→ **Entries provided**:

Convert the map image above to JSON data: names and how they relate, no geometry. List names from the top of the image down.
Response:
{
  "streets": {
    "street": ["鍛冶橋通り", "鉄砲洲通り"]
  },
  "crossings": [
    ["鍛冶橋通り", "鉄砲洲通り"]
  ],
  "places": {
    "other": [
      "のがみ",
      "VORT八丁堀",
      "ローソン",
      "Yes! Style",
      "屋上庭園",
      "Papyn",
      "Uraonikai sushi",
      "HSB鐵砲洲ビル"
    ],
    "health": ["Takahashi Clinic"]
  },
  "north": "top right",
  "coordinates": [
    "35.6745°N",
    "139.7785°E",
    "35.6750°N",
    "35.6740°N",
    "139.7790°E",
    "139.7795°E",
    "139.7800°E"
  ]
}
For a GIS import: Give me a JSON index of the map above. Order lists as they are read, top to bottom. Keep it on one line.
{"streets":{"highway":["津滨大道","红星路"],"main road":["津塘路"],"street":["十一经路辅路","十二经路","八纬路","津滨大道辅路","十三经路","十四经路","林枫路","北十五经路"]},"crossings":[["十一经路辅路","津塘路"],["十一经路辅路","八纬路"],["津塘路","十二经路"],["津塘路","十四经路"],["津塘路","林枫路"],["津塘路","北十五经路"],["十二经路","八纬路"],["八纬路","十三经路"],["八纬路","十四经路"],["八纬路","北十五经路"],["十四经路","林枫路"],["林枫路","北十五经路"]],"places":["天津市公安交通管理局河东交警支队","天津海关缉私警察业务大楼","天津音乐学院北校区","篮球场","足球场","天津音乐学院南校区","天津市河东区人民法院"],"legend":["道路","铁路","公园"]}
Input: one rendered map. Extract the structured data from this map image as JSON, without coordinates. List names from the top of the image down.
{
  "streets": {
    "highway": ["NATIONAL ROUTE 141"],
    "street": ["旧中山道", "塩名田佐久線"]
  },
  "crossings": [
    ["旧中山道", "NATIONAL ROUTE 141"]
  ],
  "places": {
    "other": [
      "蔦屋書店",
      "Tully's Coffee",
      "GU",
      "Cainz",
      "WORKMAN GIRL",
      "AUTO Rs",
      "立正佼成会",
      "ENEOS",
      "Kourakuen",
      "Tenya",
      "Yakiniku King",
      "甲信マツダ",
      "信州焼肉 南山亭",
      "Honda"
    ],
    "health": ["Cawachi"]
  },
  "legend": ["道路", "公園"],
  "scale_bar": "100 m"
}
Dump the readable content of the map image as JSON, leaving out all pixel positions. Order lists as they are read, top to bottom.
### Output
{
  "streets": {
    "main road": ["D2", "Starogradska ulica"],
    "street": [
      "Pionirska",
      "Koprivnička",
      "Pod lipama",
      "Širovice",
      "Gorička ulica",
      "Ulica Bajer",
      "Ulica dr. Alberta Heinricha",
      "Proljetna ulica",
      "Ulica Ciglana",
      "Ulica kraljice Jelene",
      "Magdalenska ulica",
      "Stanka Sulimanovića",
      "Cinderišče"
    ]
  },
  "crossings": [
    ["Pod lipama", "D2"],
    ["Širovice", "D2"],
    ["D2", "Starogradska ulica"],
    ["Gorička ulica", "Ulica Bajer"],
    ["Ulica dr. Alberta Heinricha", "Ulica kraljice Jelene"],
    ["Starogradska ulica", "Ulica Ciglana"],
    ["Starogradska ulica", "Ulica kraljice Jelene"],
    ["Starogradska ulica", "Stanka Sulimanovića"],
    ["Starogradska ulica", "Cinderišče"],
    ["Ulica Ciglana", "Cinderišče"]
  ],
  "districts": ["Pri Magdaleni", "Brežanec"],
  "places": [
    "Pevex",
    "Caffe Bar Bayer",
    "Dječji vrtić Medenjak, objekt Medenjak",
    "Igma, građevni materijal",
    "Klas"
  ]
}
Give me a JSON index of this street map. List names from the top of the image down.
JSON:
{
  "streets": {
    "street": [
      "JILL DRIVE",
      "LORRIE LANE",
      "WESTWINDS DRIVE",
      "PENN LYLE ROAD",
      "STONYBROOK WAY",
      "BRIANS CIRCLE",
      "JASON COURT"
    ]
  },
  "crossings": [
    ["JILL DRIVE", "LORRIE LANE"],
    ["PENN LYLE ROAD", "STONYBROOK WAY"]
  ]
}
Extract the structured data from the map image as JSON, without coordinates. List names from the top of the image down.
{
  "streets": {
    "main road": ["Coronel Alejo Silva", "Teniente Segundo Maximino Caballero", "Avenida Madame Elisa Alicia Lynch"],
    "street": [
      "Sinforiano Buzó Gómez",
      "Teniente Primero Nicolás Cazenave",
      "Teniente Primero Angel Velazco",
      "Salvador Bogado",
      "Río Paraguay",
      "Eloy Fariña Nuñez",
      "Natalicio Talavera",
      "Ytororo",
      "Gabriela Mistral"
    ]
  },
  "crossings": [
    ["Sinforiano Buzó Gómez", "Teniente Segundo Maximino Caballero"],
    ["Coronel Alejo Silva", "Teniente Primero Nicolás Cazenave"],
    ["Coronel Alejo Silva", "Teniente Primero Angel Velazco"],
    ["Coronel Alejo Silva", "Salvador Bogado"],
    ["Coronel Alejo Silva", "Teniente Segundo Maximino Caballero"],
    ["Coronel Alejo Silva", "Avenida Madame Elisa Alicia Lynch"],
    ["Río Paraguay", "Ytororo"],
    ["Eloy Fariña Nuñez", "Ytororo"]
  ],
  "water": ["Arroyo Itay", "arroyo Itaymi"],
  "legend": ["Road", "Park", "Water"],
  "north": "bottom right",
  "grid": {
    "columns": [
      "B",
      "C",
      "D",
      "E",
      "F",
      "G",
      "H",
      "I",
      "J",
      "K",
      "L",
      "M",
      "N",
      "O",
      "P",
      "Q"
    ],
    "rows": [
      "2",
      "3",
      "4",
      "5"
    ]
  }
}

→ **Task to complete**:
Where a line of the data contains "Cinderišče", copy that line.

→ **Result for this exercise**:
      "Cinderišče"
    ["Starogradska ulica", "Cinderišče"],
    ["Ulica Ciglana", "Cinderišče"]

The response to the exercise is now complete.